▶ INPUT MATERIAL
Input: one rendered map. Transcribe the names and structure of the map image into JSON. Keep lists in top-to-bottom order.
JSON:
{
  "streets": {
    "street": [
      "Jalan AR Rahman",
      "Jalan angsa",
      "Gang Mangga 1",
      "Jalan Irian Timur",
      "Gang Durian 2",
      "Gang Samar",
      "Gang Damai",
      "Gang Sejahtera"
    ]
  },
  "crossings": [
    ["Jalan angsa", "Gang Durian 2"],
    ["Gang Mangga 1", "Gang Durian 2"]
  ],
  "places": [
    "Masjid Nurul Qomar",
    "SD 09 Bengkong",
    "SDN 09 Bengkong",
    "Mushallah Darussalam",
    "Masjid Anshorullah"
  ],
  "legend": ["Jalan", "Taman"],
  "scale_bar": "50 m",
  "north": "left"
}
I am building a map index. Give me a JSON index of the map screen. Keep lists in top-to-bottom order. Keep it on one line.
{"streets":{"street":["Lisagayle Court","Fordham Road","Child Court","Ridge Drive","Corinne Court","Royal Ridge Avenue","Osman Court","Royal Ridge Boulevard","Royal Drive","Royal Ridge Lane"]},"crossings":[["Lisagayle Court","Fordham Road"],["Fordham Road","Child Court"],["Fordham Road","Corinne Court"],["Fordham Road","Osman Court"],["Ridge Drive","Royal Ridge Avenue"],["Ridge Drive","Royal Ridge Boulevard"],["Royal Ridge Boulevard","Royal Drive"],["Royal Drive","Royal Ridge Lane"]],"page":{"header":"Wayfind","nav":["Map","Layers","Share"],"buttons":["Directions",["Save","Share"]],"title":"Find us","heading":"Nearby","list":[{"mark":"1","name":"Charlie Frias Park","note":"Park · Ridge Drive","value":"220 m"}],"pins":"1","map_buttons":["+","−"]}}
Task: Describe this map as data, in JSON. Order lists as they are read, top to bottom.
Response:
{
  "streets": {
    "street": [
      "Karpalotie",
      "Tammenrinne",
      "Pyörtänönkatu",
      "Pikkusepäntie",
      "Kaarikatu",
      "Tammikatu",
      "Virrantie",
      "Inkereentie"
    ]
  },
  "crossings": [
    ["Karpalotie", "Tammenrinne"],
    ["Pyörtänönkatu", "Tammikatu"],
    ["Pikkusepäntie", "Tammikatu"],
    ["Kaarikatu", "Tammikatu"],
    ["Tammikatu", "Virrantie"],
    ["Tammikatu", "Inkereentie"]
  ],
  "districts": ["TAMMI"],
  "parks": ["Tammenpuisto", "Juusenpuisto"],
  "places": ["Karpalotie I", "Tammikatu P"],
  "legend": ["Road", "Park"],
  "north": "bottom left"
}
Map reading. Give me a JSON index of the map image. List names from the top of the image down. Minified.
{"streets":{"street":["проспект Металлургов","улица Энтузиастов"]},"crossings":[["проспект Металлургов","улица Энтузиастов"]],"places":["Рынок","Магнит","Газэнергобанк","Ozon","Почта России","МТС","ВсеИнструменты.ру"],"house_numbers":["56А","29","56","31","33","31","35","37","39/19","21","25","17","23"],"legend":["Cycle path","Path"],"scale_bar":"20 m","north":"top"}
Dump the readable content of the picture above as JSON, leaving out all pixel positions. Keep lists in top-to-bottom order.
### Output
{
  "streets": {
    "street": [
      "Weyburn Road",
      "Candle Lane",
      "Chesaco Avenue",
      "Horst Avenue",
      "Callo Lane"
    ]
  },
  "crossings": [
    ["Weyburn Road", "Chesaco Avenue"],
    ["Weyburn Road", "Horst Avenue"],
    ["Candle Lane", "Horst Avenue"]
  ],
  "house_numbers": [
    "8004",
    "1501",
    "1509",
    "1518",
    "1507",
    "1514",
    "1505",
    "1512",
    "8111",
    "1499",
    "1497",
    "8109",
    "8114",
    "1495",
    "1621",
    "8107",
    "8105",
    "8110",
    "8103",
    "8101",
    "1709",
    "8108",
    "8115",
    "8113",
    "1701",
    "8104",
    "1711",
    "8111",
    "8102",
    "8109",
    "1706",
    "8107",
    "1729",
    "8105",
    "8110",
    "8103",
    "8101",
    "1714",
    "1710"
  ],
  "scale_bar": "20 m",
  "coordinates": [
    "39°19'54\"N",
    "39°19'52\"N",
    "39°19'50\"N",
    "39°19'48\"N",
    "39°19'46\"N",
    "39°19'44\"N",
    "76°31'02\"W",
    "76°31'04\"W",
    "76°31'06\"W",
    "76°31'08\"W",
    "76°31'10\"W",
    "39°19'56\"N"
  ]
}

▶ WHAT THE EXERCISE ASKS
The reply is to be an exact copy of the listing.

▶ RESPONSE
Input: one rendered map. Transcribe the names and structure of the map image into JSON. Keep lists in top-to-bottom order.
JSON:
{
  "streets": {
    "street": [
      "Jalan AR Rahman",
      "Jalan angsa",
      "Gang Mangga 1",
      "Jalan Irian Timur",
      "Gang Durian 2",
      "Gang Samar",
      "Gang Damai",
      "Gang Sejahtera"
    ]
  },
  "crossings": [
    ["Jalan angsa", "Gang Durian 2"],
    ["Gang Mangga 1", "Gang Durian 2"]
  ],
  "places": [
    "Masjid Nurul Qomar",
    "SD 09 Bengkong",
    "SDN 09 Bengkong",
    "Mushallah Darussalam",
    "Masjid Anshorullah"
  ],
  "legend": ["Jalan", "Taman"],
  "scale_bar": "50 m",
  "north": "left"
}
I am building a map index. Give me a JSON index of the map screen. Keep lists in top-to-bottom order. Keep it on one line.
{"streets":{"street":["Lisagayle Court","Fordham Road","Child Court","Ridge Drive","Corinne Court","Royal Ridge Avenue","Osman Court","Royal Ridge Boulevard","Royal Drive","Royal Ridge Lane"]},"crossings":[["Lisagayle Court","Fordham Road"],["Fordham Road","Child Court"],["Fordham Road","Corinne Court"],["Fordham Road","Osman Court"],["Ridge Drive","Royal Ridge Avenue"],["Ridge Drive","Royal Ridge Boulevard"],["Royal Ridge Boulevard","Royal Drive"],["Royal Drive","Royal Ridge Lane"]],"page":{"header":"Wayfind","nav":["Map","Layers","Share"],"buttons":["Directions",["Save","Share"]],"title":"Find us","heading":"Nearby","list":[{"mark":"1","name":"Charlie Frias Park","note":"Park · Ridge Drive","value":"220 m"}],"pins":"1","map_buttons":["+","−"]}}
Task: Describe this map as data, in JSON. Order lists as they are read, top to bottom.
Response:
{
  "streets": {
    "street": [
      "Karpalotie",
      "Tammenrinne",
      "Pyörtänönkatu",
      "Pikkusepäntie",
      "Kaarikatu",
      "Tammikatu",
      "Virrantie",
      "Inkereentie"
    ]
  },
  "crossings": [
    ["Karpalotie", "Tammenrinne"],
    ["Pyörtänönkatu", "Tammikatu"],
    ["Pikkusepäntie", "Tammikatu"],
    ["Kaarikatu", "Tammikatu"],
    ["Tammikatu", "Virrantie"],
    ["Tammikatu", "Inkereentie"]
  ],
  "districts": ["TAMMI"],
  "parks": ["Tammenpuisto", "Juusenpuisto"],
  "places": ["Karpalotie I", "Tammikatu P"],
  "legend": ["Road", "Park"],
  "north": "bottom left"
}
Map reading. Give me a JSON index of the map image. List names from the top of the image down. Minified.
{"streets":{"street":["проспект Металлургов","улица Энтузиастов"]},"crossings":[["проспект Металлургов","улица Энтузиастов"]],"places":["Рынок","Магнит","Газэнергобанк","Ozon","Почта России","МТС","ВсеИнструменты.ру"],"house_numbers":["56А","29","56","31","33","31","35","37","39/19","21","25","17","23"],"legend":["Cycle path","Path"],"scale_bar":"20 m","north":"top"}
Dump the readable content of the picture above as JSON, leaving out all pixel positions. Keep lists in top-to-bottom order.
### Output
{
  "streets": {
    "street": [
      "Weyburn Road",
      "Candle Lane",
      "Chesaco Avenue",
      "Horst Avenue",
      "Callo Lane"
    ]
  },
  "crossings": [
    ["Weyburn Road", "Chesaco Avenue"],
    ["Weyburn Road", "Horst Avenue"],
    ["Candle Lane", "Horst Avenue"]
  ],
  "house_numbers": [
    "8004",
    "1501",
    "1509",
    "1518",
    "1507",
    "1514",
    "1505",
    "1512",
    "8111",
    "1499",
    "1497",
    "8109",
    "8114",
    "1495",
    "1621",
    "8107",
    "8105",
    "8110",
    "8103",
    "8101",
    "1709",
    "8108",
    "8115",
    "8113",
    "1701",
    "8104",
    "1711",
    "8111",
    "8102",
    "8109",
    "1706",
    "8107",
    "1729",
    "8105",
    "8110",
    "8103",
    "8101",
    "1714",
    "1710"
  ],
  "scale_bar": "20 m",
  "coordinates": [
    "39°19'54\"N",
    "39°19'52\"N",
    "39°19'50\"N",
    "39°19'48\"N",
    "39°19'46\"N",
    "39°19'44\"N",
    "76°31'02\"W",
    "76°31'04\"W",
    "76°31'06\"W",
    "76°31'08\"W",
    "76°31'10\"W",
    "39°19'56\"N"
  ]
}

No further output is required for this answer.